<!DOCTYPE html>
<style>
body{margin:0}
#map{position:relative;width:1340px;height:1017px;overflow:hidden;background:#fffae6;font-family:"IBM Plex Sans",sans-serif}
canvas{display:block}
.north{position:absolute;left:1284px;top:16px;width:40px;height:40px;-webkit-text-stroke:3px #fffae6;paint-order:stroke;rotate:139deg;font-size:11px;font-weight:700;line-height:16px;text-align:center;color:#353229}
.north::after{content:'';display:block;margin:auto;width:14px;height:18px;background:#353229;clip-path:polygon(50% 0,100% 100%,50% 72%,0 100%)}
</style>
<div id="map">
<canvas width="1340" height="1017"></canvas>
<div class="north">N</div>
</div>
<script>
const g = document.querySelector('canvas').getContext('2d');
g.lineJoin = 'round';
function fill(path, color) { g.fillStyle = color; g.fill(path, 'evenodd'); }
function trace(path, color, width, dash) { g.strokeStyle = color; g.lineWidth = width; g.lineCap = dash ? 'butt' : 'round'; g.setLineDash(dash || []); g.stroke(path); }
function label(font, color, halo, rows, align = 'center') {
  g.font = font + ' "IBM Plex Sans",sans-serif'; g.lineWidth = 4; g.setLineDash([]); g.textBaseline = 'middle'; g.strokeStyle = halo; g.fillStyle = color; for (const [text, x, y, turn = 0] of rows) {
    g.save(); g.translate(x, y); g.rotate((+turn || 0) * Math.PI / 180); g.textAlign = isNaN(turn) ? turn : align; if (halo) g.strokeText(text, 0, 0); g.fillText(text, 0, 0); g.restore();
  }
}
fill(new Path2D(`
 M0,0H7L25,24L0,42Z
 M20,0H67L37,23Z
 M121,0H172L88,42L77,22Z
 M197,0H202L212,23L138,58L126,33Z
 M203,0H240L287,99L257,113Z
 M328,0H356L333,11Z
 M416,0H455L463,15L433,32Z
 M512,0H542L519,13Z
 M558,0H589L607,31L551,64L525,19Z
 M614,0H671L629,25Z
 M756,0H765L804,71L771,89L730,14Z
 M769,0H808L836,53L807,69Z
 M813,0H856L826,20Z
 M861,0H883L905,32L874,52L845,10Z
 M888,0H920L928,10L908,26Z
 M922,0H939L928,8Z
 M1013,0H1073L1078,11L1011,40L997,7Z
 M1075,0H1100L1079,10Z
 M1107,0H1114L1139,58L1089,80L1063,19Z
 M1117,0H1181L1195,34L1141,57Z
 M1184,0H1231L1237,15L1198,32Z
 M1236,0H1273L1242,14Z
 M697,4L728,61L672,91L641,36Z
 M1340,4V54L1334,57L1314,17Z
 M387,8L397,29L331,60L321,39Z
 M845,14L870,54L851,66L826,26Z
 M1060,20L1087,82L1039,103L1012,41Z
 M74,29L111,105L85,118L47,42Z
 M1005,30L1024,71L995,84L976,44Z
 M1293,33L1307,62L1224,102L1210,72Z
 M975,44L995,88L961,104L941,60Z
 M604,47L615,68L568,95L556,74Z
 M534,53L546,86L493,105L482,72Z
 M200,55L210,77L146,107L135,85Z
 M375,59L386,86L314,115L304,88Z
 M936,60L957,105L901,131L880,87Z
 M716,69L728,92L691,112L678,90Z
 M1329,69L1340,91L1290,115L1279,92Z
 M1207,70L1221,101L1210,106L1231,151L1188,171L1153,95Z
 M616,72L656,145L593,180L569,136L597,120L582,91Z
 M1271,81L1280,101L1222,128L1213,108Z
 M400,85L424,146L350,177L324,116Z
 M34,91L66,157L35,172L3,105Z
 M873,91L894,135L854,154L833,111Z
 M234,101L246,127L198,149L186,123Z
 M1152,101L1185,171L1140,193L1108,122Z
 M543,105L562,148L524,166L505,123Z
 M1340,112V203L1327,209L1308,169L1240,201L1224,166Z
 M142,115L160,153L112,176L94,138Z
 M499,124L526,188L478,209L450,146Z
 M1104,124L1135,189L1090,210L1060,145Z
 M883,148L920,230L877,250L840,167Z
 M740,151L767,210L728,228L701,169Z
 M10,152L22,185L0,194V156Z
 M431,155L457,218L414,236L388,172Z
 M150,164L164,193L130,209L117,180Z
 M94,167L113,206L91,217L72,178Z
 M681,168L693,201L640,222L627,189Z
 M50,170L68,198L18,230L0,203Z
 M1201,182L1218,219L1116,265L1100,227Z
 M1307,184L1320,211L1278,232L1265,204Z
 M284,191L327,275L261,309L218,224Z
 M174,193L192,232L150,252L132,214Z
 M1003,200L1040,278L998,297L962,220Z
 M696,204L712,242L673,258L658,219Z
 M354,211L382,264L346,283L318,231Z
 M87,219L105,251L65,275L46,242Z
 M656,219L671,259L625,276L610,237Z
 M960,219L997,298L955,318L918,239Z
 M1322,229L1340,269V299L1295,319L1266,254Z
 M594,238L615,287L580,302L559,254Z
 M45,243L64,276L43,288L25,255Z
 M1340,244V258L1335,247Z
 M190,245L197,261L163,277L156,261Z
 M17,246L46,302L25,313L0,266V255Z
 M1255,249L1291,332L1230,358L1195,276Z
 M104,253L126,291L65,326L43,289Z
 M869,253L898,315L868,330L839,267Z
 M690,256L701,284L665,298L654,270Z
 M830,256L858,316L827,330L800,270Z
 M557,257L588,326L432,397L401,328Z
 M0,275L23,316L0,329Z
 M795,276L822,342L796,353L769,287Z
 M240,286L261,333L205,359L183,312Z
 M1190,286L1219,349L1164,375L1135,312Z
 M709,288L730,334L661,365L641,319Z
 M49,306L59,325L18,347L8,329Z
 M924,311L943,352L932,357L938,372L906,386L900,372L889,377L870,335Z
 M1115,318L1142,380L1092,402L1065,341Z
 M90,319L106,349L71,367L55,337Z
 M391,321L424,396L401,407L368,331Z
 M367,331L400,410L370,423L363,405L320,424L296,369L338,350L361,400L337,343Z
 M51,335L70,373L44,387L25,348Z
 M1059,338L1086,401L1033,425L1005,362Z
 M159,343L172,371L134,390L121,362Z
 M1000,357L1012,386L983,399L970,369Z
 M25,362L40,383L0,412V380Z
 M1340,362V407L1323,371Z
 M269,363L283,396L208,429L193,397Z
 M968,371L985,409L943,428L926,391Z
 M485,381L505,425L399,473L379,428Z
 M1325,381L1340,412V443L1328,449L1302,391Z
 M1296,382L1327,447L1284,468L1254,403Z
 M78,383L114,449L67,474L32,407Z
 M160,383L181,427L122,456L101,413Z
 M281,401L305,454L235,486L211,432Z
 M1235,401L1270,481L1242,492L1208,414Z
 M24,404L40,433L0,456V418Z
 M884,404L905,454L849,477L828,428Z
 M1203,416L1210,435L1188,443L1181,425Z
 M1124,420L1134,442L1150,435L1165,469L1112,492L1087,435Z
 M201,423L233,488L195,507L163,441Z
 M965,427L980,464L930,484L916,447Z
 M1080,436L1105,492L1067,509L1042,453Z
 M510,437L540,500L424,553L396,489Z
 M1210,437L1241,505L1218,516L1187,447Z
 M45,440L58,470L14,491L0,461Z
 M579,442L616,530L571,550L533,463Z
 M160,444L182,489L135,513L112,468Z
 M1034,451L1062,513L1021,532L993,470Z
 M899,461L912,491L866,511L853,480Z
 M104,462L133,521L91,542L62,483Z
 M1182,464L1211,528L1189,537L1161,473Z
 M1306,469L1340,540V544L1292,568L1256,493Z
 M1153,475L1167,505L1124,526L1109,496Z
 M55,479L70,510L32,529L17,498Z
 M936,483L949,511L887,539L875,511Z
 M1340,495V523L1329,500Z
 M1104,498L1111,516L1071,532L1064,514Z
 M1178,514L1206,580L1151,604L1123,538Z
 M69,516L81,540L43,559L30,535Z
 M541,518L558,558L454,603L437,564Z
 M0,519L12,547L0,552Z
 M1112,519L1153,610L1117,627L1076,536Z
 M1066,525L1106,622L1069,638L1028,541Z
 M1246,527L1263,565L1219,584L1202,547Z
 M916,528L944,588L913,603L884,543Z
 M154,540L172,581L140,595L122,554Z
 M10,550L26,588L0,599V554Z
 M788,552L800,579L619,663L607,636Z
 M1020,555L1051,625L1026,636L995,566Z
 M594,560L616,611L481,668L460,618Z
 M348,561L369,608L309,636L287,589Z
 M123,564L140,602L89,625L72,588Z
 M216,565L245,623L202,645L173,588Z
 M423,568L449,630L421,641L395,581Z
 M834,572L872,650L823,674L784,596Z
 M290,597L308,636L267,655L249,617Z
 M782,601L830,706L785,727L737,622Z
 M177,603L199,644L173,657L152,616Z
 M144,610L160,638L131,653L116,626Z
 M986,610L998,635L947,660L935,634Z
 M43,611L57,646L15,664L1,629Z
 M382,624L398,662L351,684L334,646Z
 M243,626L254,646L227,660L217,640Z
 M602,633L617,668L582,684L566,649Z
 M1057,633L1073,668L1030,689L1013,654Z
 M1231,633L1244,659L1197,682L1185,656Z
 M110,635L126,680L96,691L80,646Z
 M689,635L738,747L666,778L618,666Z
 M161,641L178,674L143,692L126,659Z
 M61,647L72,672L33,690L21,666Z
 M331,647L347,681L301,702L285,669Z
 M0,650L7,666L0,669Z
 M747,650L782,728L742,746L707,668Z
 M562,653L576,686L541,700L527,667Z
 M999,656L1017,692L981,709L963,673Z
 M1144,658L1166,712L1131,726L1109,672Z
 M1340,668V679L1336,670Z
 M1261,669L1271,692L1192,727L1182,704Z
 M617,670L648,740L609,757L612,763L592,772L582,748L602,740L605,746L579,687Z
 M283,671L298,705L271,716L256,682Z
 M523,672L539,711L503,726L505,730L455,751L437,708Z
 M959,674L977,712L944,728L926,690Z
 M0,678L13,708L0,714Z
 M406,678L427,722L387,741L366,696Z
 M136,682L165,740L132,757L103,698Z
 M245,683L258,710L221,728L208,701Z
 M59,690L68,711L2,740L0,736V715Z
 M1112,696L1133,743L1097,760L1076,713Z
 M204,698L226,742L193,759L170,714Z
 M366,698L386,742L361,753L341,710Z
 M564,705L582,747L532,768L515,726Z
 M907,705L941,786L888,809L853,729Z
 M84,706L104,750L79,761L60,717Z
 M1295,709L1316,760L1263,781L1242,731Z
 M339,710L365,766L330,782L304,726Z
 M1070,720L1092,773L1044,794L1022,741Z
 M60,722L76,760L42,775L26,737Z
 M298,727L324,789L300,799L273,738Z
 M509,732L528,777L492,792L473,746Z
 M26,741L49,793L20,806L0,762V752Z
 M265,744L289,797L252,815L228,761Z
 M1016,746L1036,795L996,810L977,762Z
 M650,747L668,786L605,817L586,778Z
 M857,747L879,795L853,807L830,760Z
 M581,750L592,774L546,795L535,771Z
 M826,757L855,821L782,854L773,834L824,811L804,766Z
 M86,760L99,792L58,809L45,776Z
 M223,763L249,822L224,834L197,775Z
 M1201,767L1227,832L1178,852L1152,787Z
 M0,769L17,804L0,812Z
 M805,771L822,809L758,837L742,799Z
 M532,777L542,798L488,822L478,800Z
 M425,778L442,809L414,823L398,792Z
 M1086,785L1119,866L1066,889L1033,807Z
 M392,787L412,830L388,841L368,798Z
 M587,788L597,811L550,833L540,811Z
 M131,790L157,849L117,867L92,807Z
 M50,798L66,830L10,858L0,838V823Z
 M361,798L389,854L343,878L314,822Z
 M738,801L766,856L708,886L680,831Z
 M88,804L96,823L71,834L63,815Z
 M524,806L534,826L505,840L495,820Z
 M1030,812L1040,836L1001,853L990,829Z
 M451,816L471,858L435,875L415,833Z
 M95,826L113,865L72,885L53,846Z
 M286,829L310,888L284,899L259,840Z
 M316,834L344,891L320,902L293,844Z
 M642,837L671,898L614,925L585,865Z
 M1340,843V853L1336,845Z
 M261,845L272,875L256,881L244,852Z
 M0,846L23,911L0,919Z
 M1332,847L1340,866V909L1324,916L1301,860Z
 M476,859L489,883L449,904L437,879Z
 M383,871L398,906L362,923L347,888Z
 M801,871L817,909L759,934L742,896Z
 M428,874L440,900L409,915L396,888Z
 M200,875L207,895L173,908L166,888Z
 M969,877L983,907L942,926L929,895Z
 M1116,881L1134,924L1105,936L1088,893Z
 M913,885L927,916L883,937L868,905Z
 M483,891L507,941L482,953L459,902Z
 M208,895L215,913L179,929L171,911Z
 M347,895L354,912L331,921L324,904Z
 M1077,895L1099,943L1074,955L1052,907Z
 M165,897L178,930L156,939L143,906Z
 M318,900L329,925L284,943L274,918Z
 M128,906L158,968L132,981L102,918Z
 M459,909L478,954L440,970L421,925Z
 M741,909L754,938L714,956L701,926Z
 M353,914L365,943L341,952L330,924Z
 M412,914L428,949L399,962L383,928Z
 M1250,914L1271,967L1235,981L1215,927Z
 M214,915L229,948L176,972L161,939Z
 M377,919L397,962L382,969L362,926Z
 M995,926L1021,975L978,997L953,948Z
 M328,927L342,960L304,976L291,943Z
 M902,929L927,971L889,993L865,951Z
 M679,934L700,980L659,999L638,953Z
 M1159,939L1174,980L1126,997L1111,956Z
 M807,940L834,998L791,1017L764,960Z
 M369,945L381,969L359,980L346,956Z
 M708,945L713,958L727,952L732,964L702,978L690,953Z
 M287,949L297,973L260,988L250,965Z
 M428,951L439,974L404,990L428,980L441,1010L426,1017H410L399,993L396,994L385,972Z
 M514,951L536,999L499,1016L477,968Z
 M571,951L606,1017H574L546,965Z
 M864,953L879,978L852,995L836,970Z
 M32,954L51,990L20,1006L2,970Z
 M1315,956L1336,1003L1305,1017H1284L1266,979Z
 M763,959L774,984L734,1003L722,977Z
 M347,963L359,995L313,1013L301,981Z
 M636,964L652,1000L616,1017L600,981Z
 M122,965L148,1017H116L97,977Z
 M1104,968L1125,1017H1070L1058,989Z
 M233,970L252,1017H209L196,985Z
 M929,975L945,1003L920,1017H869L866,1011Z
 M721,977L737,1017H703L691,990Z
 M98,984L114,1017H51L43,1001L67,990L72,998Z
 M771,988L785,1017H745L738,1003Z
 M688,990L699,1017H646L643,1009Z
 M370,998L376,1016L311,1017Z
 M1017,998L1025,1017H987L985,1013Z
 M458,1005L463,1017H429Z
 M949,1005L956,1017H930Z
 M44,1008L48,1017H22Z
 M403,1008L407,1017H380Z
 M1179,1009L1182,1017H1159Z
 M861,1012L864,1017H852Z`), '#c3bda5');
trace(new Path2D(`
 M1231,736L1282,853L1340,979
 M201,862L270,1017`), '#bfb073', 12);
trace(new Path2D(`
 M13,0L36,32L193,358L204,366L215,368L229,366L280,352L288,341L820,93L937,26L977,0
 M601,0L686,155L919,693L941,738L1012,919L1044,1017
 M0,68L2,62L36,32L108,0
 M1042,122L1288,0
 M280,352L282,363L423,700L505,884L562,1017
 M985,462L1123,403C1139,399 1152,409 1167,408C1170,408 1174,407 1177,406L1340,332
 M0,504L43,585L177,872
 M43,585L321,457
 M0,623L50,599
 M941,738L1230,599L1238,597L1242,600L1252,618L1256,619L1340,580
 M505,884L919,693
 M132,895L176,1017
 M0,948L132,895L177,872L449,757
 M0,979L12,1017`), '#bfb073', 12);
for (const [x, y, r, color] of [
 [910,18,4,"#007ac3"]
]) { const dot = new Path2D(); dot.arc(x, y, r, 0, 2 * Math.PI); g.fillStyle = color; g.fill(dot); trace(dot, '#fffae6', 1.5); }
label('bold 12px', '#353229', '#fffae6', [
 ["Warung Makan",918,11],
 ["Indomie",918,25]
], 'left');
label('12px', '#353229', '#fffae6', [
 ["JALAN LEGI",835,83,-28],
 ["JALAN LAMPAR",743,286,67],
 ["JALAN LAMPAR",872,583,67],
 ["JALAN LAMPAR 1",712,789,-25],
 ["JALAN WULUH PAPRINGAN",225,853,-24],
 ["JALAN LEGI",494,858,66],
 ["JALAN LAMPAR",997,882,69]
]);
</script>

____

WORK INSTRUCTION:
When the line with "M968,371L985,409L943,428L926,391Z" is reached in the data above, start copying there, and copy each line exactly until the line with "M782,601L830,706L785,727L737,622Z" has been copied; copy nothing else.

ANSWER TO THIS TASK:
 M968,371L985,409L943,428L926,391Z
 M485,381L505,425L399,473L379,428Z
 M1325,381L1340,412V443L1328,449L1302,391Z
 M1296,382L1327,447L1284,468L1254,403Z
 M78,383L114,449L67,474L32,407Z
 M160,383L181,427L122,456L101,413Z
 M281,401L305,454L235,486L211,432Z
 M1235,401L1270,481L1242,492L1208,414Z
 M24,404L40,433L0,456V418Z
 M884,404L905,454L849,477L828,428Z
 M1203,416L1210,435L1188,443L1181,425Z
 M1124,420L1134,442L1150,435L1165,469L1112,492L1087,435Z
 M201,423L233,488L195,507L163,441Z
 M965,427L980,464L930,484L916,447Z
 M1080,436L1105,492L1067,509L1042,453Z
 M510,437L540,500L424,553L396,489Z
 M1210,437L1241,505L1218,516L1187,447Z
 M45,440L58,470L14,491L0,461Z
 M579,442L616,530L571,550L533,463Z
 M160,444L182,489L135,513L112,468Z
 M1034,451L1062,513L1021,532L993,470Z
 M899,461L912,491L866,511L853,480Z
 M104,462L133,521L91,542L62,483Z
 M1182,464L1211,528L1189,537L1161,473Z
 M1306,469L1340,540V544L1292,568L1256,493Z
 M1153,475L1167,505L1124,526L1109,496Z
 M55,479L70,510L32,529L17,498Z
 M936,483L949,511L887,539L875,511Z
 M1340,495V523L1329,500Z
 M1104,498L1111,516L1071,532L1064,514Z
 M1178,514L1206,580L1151,604L1123,538Z
 M69,516L81,540L43,559L30,535Z
 M541,518L558,558L454,603L437,564Z
 M0,519L12,547L0,552Z
 M1112,519L1153,610L1117,627L1076,536Z
 M1066,525L1106,622L1069,638L1028,541Z
 M1246,527L1263,565L1219,584L1202,547Z
 M916,528L944,588L913,603L884,543Z
 M154,540L172,581L140,595L122,554Z
 M10,550L26,588L0,599V554Z
 M788,552L800,579L619,663L607,636Z
 M1020,555L1051,625L1026,636L995,566Z
 M594,560L616,611L481,668L460,618Z
 M348,561L369,608L309,636L287,589Z
 M123,564L140,602L89,625L72,588Z
 M216,565L245,623L202,645L173,588Z
 M423,568L449,630L421,641L395,581Z
 M834,572L872,650L823,674L784,596Z
 M290,597L308,636L267,655L249,617Z
 M782,601L830,706L785,727L737,622Z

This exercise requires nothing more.